According to the Federal Trade Commission, crypto phishing scams have increased more than 1,000% since last October. That’s right. You read that correctly. That was a recent headline for CBS News. In 2020 there was an estimated 400,000 scams involving cryptocurrencies. Crypto as it turns out isn’t just popular amongst speculative investors. Scammer and cybercriminals are heavily vested in the new monetary currency as well. Americans have lost over $80 million during that time. The losses include investment scams, digital wallet thefts and phishing attacks. According to the FBI, crypto-related BEC scams have risen significantly in the past two years, with businesses losing an estimated $10 million in 2020. In an example of one attack, scammers were able to get away with stealing $15 million from one company. Often times the victims don’t even know that their funds are being converted into digital currency.

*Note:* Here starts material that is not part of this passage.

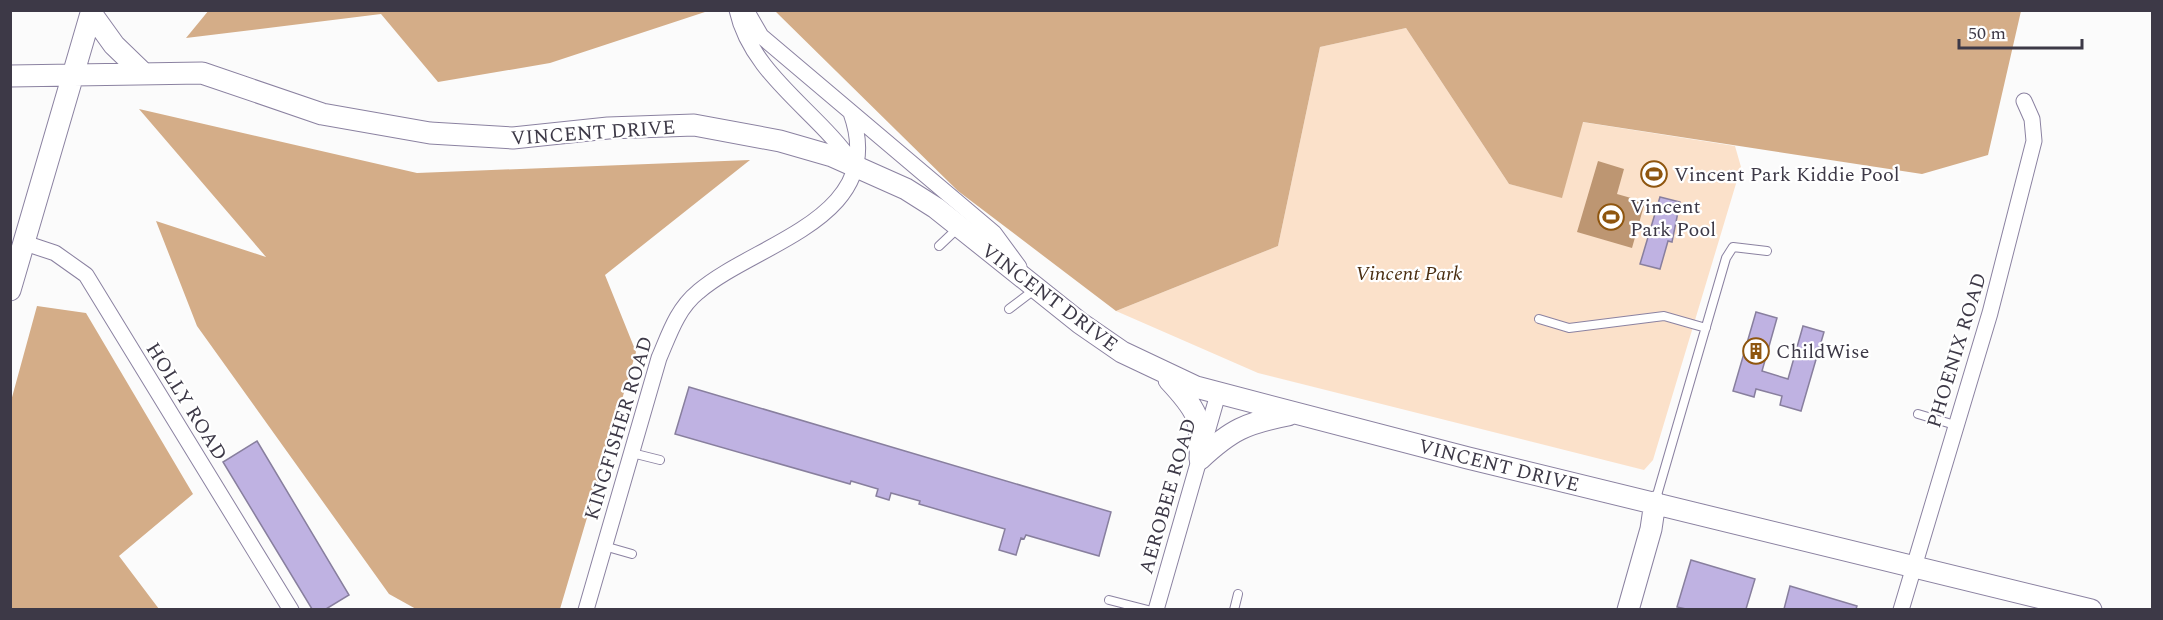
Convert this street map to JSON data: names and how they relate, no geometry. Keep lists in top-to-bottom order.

There are a number of reasons why cryptocurrencies are playing such a dominant role in scams in general. Because the technology of digital currencies is so new, most people are unfamiliar with how it all works. The blockchain is a neoteric frontier and is new territory for the average person. Cybercriminals are then able to take advantage of the vague level of understanding that people have with it. Another contributing factor is the sheer number of digital currencies. There are currently over 5,000 cryptocurrencies in circulation throughout the world today with new ones being created at an unrelenting pace. This makes it easy for attackers to continuously switch currencies. They also create multiple crypto wallets for one time use. Once a victim pays, the wallet is abandoned. Hackers are also taking advantage of the third party identification documents that they collect in data exfiltration attacks. They then open cryptocurrency wallets using this seized personal information. What’s more, cryptocurrencies an inherited anonymity quality about them. While their supportive blockchains provide a record of the actual financial transaction, most of them don’t disclose personal information concerning those transactions. All of this makes it difficult for authorities to establish any type of financial pattern concerning that can aid their investigations. Crypto as it turns out, is a payment paradise for criminals.
Crypto BEC Attacks
Many BEC attacks today are well thought out and coordinated. The attackers have often educated themselves about their targeted organization and who the dominant executives are. Often they have compromised a company’s email system weeks or even months prior to the initial attack in order to become accustomed to the protocols and culture of the organization. The attack itself usually involves the impersonation of a key executive such as the CEO or CFO. A lower level employee that has privileges to the company’s payment system is asked to transfer funds for a stated reason such as a large business deal or company purchase. The employee is given instructions that includes a bank account for the transaction where the hacker’s cryptocurrency exchange maintains a custodian account. Once the funds hit the account, the bank automatically converts the money into cryptocurrency.
Everyday Crypto Phishing Attacks
Of course, the bulk of crypto phishing attacks are initiated to skim a quick hit from unsuspecting users. There are the usual scams promoting fake prizes, giveaways and sweepstakes that somehow involve crypto. The most prominent examples of crypto related scams involve investment schemes. These often involve phony endorsements by celebrities or well-known cryptocurrency advocates such as Elon Musk. Typosquatting attacks are also popular as cybercriminals purchase domain names that greatly resemble that of well-known crypto exchange sites.
FBI Recommendations
In addition to their published alert released earlier this year, the FBI has provided a list of specific measures that businesses and individuals should adapt in order to prevent them from being a target of a BEC cryptocurrency scam. These include the following:
- Augment your authentication processes with multi-factor authentication (MFA) solution. The most popular method involves the delivery of a PIN sent through text or email. Smartphone authentication apps are growing popular as well.
- IT departments should make sure that their employee’s email applications are configured to allow users to view the full email extensions of received emails.
- Individuals are encouraged to regularly monitor their bank accounts for indiscretions and unrecognized transactions.
- They highly emphasize that the best anti-phishing protection is a modern day anti-phishing solution. A great option is SpamTitan that incorporates double antivirus, data leak prevention, real-time blacklists (RBLs), email content filtering as well an inbuilt Bayesian auto-learning heuristics.
Many traditional investors have chosen to remain on the sidelines and simply observe the frenzied investment returns of crypto. When it comes to protecting yourself from crypto related scams, none of us can afford to sit idly on the sidelines.